I have SB 17 and never did like the way that the Building Blocks worked, maybe I just need get trained in that area.

Andy.


----------



## wallmaxx (Jun 18, 2007)

It sucks for pretty picture rendering.

Now that I have said that...it draws to the precision that I require. Material lists, cut sheets, sections, elevations, plans. In this area...they are top notch. Draw it. Build it.

They don't look as dolled up as SP or Chief but I use it for production docs.

I am working on an ICF project right now. I set the exterior walls to 11 3/4" thick (concrete) even though the actual concrete is only 6" sandwiched in foam. I need to talk to the tech support guys about if they have a method for dealing with this.

My plan is to determine the total wall volume at 11 3/4". Then use that number to determine how much ICF block that is...from there I can calculate the TRUE volume of concrete.

They need an ICF wall option. 

As for docs...I will see what I can find that shows what I use it for.


----------



## ScipioAfricanus (Sep 13, 2008)

Very cool sir, I can't wait to see them.

Andy.


----------



## Chris Johnson (Apr 19, 2007)

I would have thought that with all the new technology on the market in construction these software companies would incorporate everything incl. ICF, SIPS, LGS along with all the various sizes, not to mention all the other stuff that has it's own 'characters' like icynene and such.


----------



## ticktock (Dec 29, 2008)

How much is it? I assume it was quick because you didn't have to draw each individual stick. Can you drag and drop toilets, sinks, etc, and have it plan all your chases? Same for heat, ducts, wiring? Then everyone would have a reason to use this. I'll give it a try. I really like sketchup though, there might be a plugin that does this stuff already.


----------



## ScipioAfricanus (Sep 13, 2008)

Yes you can drag and drop toilets, sinks etc. and it will all show on floor plans and a materials list but it will not automatically plan or show chases. I find the real power of SolidBuilder to be in the framing specs. cut sheets for sheathing, rafters, joists, studs and concrete slabs and footings with all the rebar. 

It's great for all that if you have the design already down and are not likely to make any on-the-fly changes.

I think some users cut the lumber for walls and such in house then assemble at the site, it is that accurate for them. 

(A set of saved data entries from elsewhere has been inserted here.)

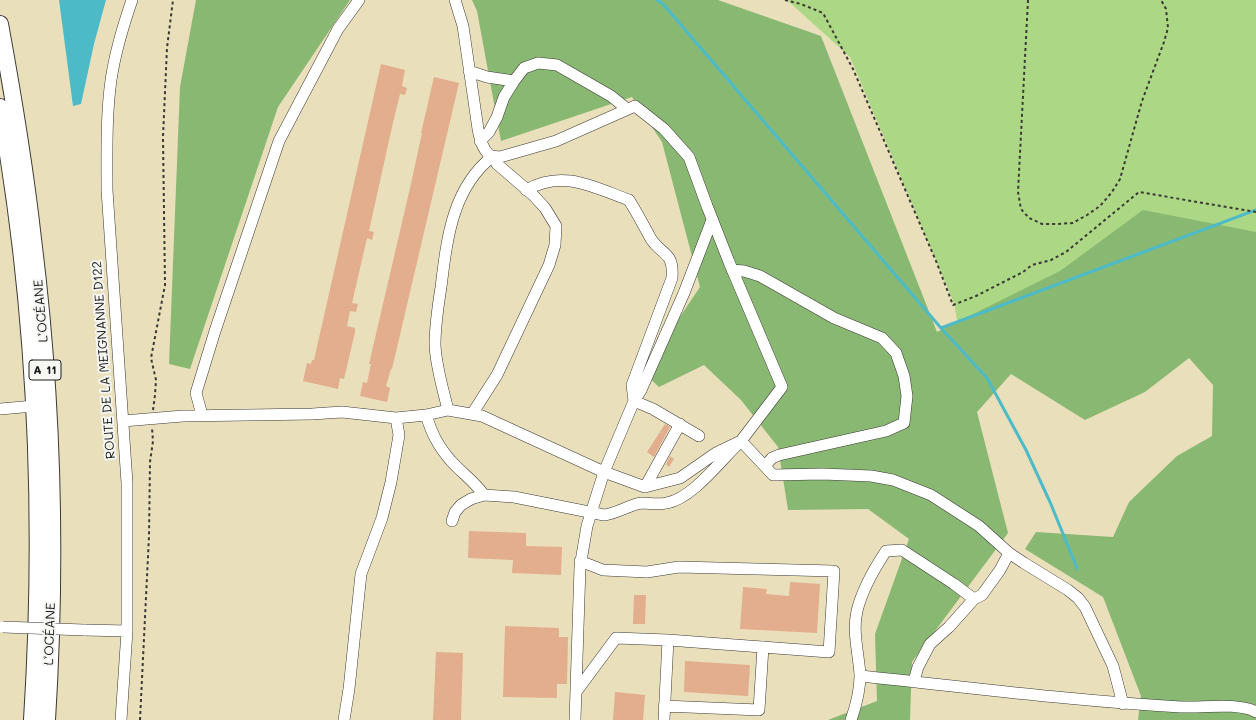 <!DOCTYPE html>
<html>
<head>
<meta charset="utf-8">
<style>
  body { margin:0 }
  canvas { display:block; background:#e9dfbb }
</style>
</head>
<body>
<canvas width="1256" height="720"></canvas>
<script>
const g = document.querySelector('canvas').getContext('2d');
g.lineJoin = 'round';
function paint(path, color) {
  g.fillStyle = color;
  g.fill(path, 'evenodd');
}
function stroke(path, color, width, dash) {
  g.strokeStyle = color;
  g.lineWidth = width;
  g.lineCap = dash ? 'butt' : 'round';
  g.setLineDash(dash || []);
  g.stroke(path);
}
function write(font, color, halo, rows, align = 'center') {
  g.font = font + ' Mali,sans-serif';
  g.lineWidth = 4;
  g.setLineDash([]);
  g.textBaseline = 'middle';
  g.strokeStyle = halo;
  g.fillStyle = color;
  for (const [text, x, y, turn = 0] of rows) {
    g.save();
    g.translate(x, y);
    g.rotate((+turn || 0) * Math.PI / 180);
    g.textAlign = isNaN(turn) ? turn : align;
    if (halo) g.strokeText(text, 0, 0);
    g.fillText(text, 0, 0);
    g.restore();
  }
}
paint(new Path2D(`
  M787,0H1256V238L958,325L954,303L850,57Z`), '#acd885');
paint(new Path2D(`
  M196,0H350L278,107L190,369L169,364L180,87Z
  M472,0H718L821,36L937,332L1060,271L1143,210L1256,232V720H1138L1141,696L1103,597L1025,549L1036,532L1113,537L1129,502L1177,456L1212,436L1213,385L1189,358L1145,392L1085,420L1011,374L977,412L1008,533L912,662L910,720H828L877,701L875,634L909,539L868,509L788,510L778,447L741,400L704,365L659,387L643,372L700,287L662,142L632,97L501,141L477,11Z`), '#89b872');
paint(new Path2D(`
  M59,0H106L94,44L81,104L73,106Z`), '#4dbbc7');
stroke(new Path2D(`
  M657,0L663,4L941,328L1256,210
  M941,328L987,378L1026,450L1050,502L1077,568`), '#4dbbc7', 3);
paint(new Path2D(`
  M381,64L405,70L402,86L407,88L405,95L400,94L392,127L369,231L374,232L372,240L367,238L352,303L358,304L356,312L350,311L347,326L355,328V332L344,379L340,378L338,389L303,381L307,363L311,364L312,360H314Z
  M434,77L459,83L392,369H391L386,386L390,388L387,402L360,396L363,382L367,383L371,364H369L410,188L422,133H421Z
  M665,424L670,427L654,457L647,452Z
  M670,456L674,459L669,467L666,464Z
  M469,531L526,533V546L562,547L561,575L512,573L513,560L468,558Z
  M790,582L820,584L817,633L740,629L743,587L767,589L766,594L789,596Z
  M634,595H646L645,624H633Z
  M505,626L559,628V637H568L567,684H557V698L503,697Z
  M436,652L463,653L461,720H433Z
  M685,661L750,665L748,696L684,692Z
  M615,692L645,695L643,720H613Z`), '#e2ae8d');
const minor = new Path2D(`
  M455,0L463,26L478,129C480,139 482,148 490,156L500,157L556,141L635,106L664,129L689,157L707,206L729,262L782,387L741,441L716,453L680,478L645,487L604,472L634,401L653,409L699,436
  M469,71L487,77L514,81
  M480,141L489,132L497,117L504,97L514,81L524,68L538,63L557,65L611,96L627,109
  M526,190C563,169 593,187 629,200C637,213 644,226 651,239C662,256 674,251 672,278L632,385L634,401
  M732,270L744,271L760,276L834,318L882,338L896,353L904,376L907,396L904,423L886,431L779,455L772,458L765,466
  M634,401L641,390L684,293L712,220
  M0,409L34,406
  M448,410C443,389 436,367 435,345C435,326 438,306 441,287C447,239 452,188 493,156L497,164L533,195L545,208L556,226L555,245L549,265L497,375L472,414
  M202,415L196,393L215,331L279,141L338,29L359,0
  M426,415C432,434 438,446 451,461C462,473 475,482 484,495
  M396,418L426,415L448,410L482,416L604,472L587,526L580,567L575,720
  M123,421L183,416L312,414L342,412L396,418L399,435L391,482L382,518L361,574L349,689L344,720
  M645,487L680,424
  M452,521L455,512L461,505L471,499L484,495L514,497L604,515C617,514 630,504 642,503C650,503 658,505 667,503C693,498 721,460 741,441L773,475L823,474L871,476L893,480L931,495L979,526L1009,553L1024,563L1068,590L1078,598L1085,607L1113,666L1123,704
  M580,561L603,570L647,572L679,567L834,571L829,652L668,640
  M84,630L127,631
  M860,676C967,687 1074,701 1181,707C1201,708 1239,702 1256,712
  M914,681L918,667L930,644L949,627L974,599L982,595L1000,570L1009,553
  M576,692L616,638L668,640L664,720
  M664,706L759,710L763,647
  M121,720L127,631V483L107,190C107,154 106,116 111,80C115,53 123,26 132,0
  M851,720C856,706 860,690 860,675C859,655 852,632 857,611C862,590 874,569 886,551L902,550L954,584L974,599`);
const highway = new Path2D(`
  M0,24C13,95 25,167 33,239C53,398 57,560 47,720
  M0,107C36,308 45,516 32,720`);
stroke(minor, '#3b3934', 12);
stroke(highway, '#3b3934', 18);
stroke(new Path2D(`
  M785,0L801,4L823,13L853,69L936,261L953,305L976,296L1023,272L1032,265L1051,260L1066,252L1139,192L1256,212
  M1028,0L1018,192L1021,209L1029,218L1042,224H1057L1073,223L1087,215L1100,206L1112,192L1120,179L1142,101L1164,42L1168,28L1166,9L1161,0
  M153,410L155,395L156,380L151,358L165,285L163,137L167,48L173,0
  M140,720L149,536L150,462L153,441L152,428`), '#3b3934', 2, [3, 3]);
stroke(minor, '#fff', 11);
stroke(highway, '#fff', 16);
const minorBridge = new Path2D(`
  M3,627L84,630`);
stroke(minorBridge, '#3b3934', 12, []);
stroke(minorBridge, '#fff', 11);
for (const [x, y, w] of [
  [45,370,32]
]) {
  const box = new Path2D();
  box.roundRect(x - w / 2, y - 10, w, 20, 3);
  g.fillStyle = '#f6f6f2';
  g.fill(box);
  stroke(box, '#1c1c1c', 1);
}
write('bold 12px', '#1c1c1c', null, [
  ["A 11",45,370]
]);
write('13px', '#1c1c1c', '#f6f6f2', [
  ["L’OCÉANE",41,311,-95],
  ["ROUTE DE LA MEIGNANNE D122",104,360,-94],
  ["L’OCÉANE",50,634,-88]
]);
</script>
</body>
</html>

All that said I find I have to use another program to do quick as-built plans and any new designs for clients so that I can make quick renders of houses with just the right materials and colors. Customers love to see a great and accurate representation of the house as-is and as it will be.

Andy.


----------



## ScipioAfricanus (Sep 13, 2008)

BTW I think SolidBuilder sells for around 2K with Building blocks and the Virtual Image programs.

Andy.


----------



## wallmaxx (Jun 18, 2007)

(psst) I paid less.  

Full retail is around $1900. They will work with you.


----------